**Exercise goal**
Across the entries below, count the lines in which the word "district" occurs. Reply with the count alone.

━━━━━ Dataset ━━━━━

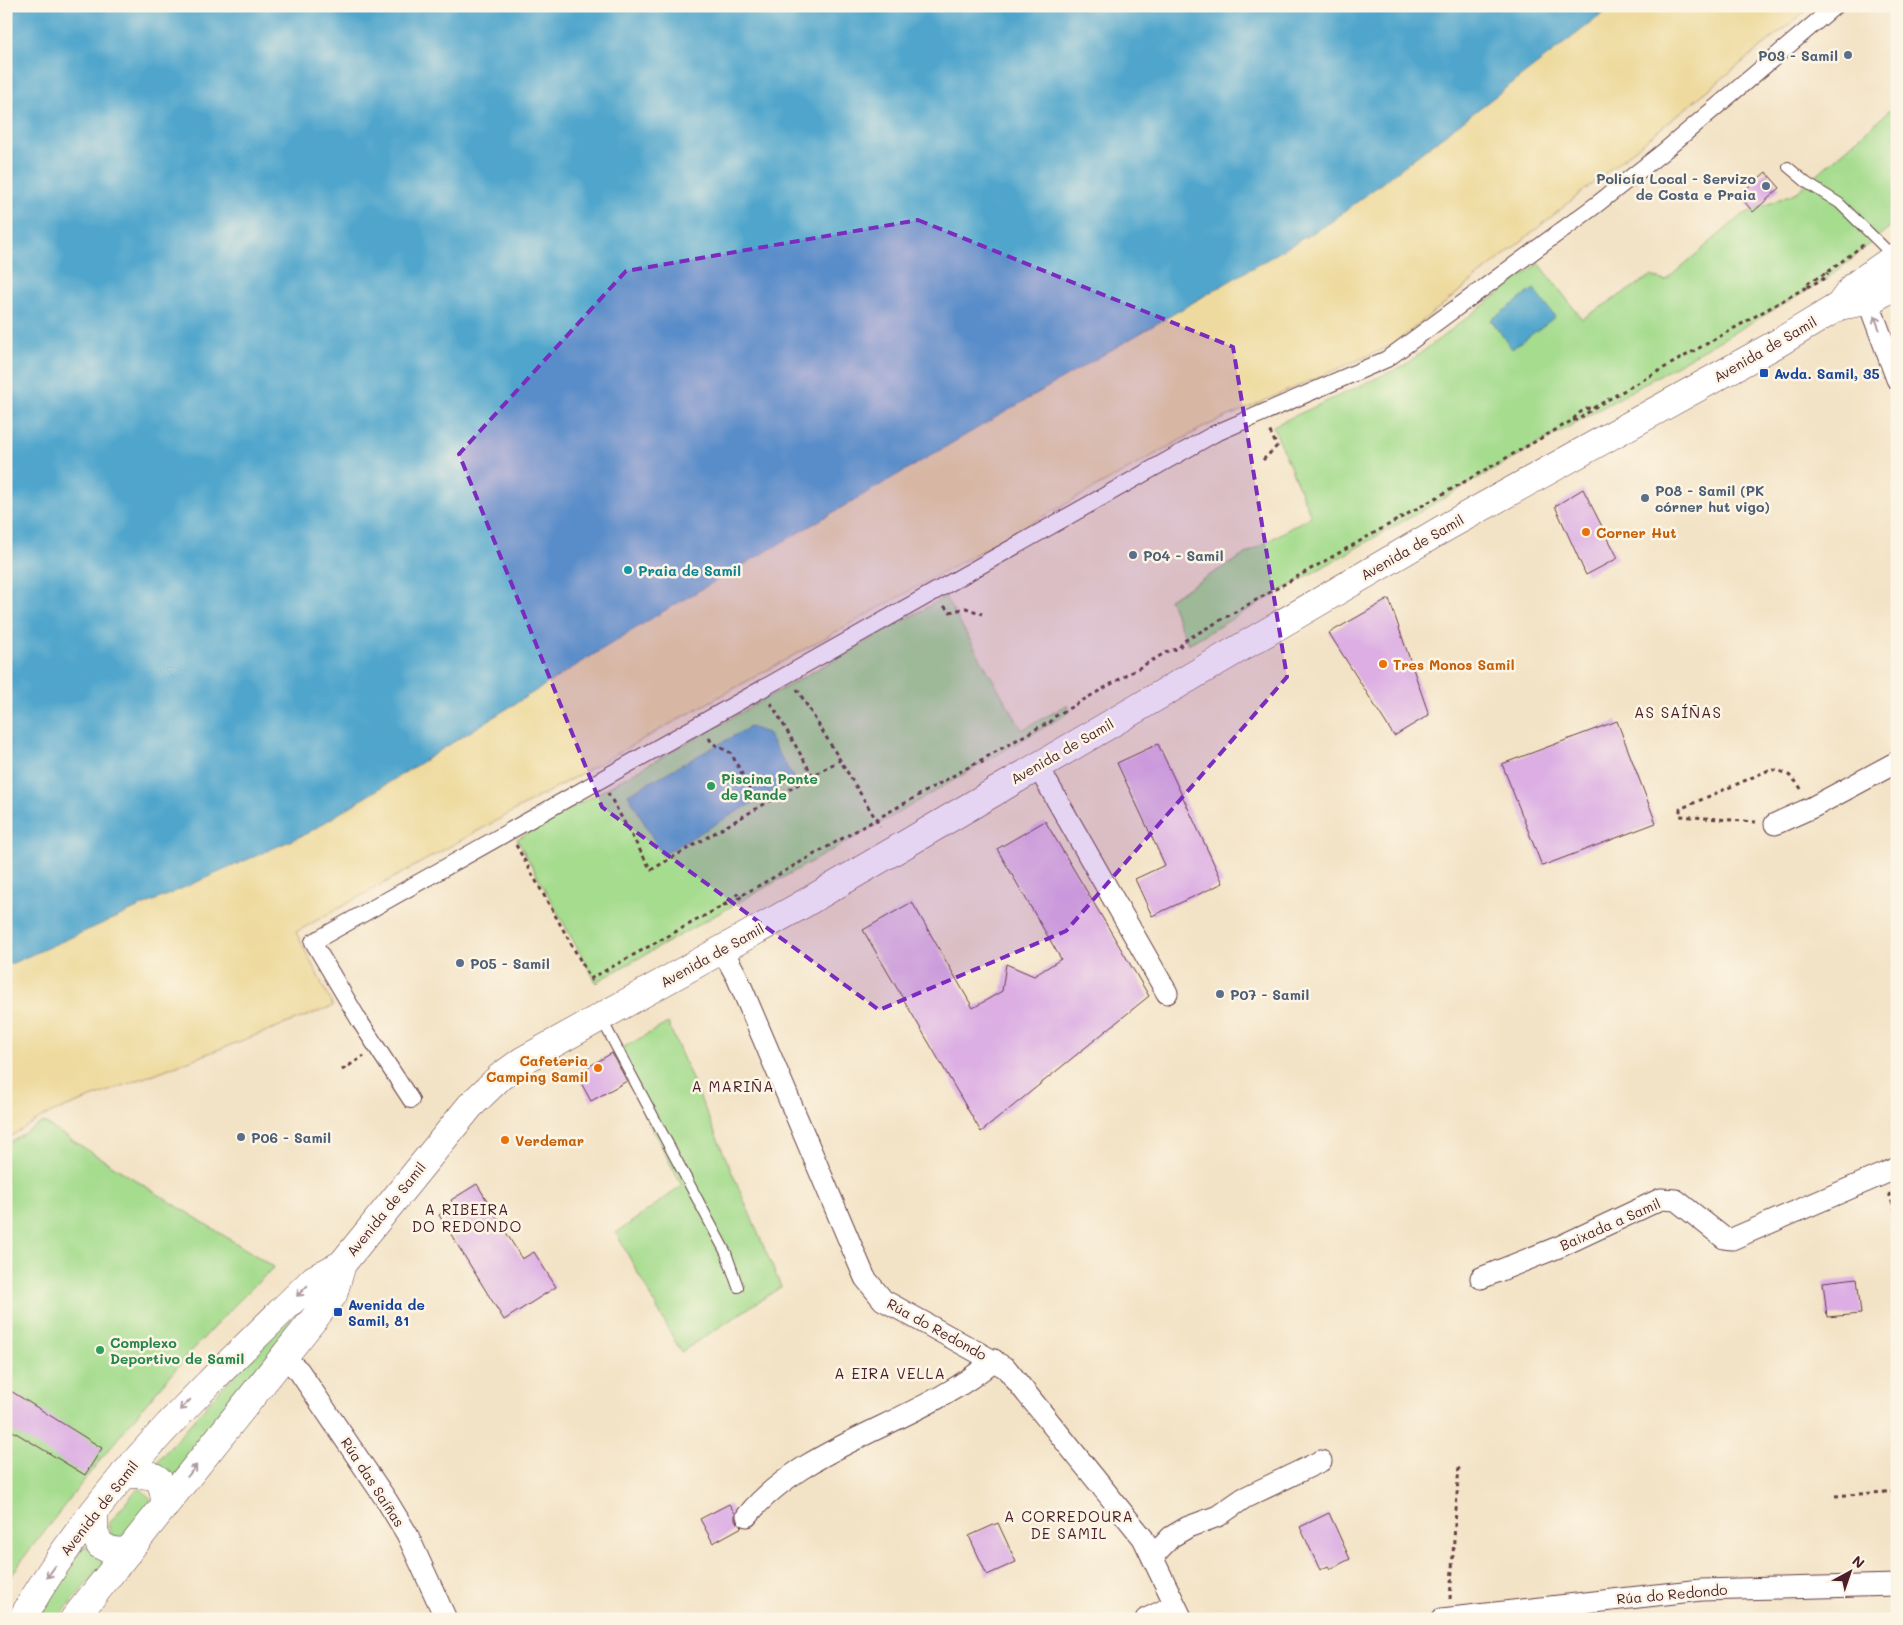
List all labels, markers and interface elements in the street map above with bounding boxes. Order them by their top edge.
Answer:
place label: P03 - Samil [1758,46,1838,65]
marker: P03 - Samil [1842,49,1854,61]
place label: Policía Local - Servizo de Costa e Praia [1596,169,1756,204]
marker: Policía Local - Servizo de Costa e Praia [1760,180,1772,192]
street label: Avenida de Samil [1710,312,1820,386]
one-way arrow [1871,316,1881,331]
place label: Avda. Samil, 35 [1774,364,1880,383]
marker: Avda. Samil, 35 [1758,367,1770,379]
place label: P08 - Samil (PK córner hut vigo) [1655,481,1770,516]
marker: P08 - Samil (PK córner hut vigo) [1639,492,1651,504]
street label: Avenida de Samil [1357,510,1467,584]
place label: Corner Hut [1596,523,1676,542]
marker: Corner Hut [1580,526,1592,538]
place label: P04 - Samil [1143,546,1223,565]
marker: P04 - Samil [1127,549,1139,561]
place label: Praia de Samil [638,561,741,580]
marker: Praia de Samil [622,564,634,576]
place label: Tres Monos Samil [1393,655,1514,674]
marker: Tres Monos Samil [1377,658,1389,670]
district label: AS SAÍÑAS [1634,702,1722,722]
street label: Avenida de Samil [1007,714,1117,788]
place label: Piscina Ponte de Rande [721,769,818,804]
marker: Piscina Ponte de Rande [705,780,717,792]
street label: Avenida de Samil [657,919,767,991]
place label: P05 - Samil [470,954,550,973]
marker: P05 - Samil [454,957,466,969]
place label: P07 - Samil [1230,985,1309,1004]
marker: P07 - Samil [1214,988,1226,1000]
place label: Cafeteria Camping Samil [486,1051,588,1086]
marker: Cafeteria Camping Samil [592,1062,604,1074]
district label: A MARIÑA [691,1076,775,1096]
place label: P06 - Samil [251,1128,331,1147]
marker: P06 - Samil [235,1131,247,1143]
place label: Verdemar [515,1131,584,1150]
marker: Verdemar [499,1134,511,1146]
street label: Avenida de Samil [342,1158,430,1260]
street label: Baixada a Samil [1557,1193,1663,1255]
district label: A RIBEIRA DO REDONDO [412,1199,522,1236]
one-way arrow [295,1285,308,1297]
street label: Rúa do Redondo [884,1294,990,1364]
place label: Avenida de Samil, 81 [348,1295,425,1330]
marker: Avenida de Samil, 81 [332,1306,344,1318]
place label: Complexo Deportivo de Samil [110,1333,244,1368]
marker: Complexo Deportivo de Samil [94,1344,106,1356]
district label: A EIRA VELLA [834,1363,946,1383]
one-way arrow [179,1399,192,1411]
street label: Rúa das Saíñas [337,1434,409,1530]
street label: Avenida de Samil [56,1456,142,1560]
one-way arrow [186,1465,197,1478]
district label: A CORREDOURA DE SAMIL [1004,1506,1134,1543]
north arrow [1826,1548,1876,1598]
text: N [1848,1551,1869,1572]
one-way arrow [45,1565,56,1578]
street label: Rúa do Redondo [1616,1580,1728,1608]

━━━━━

**Task result**
5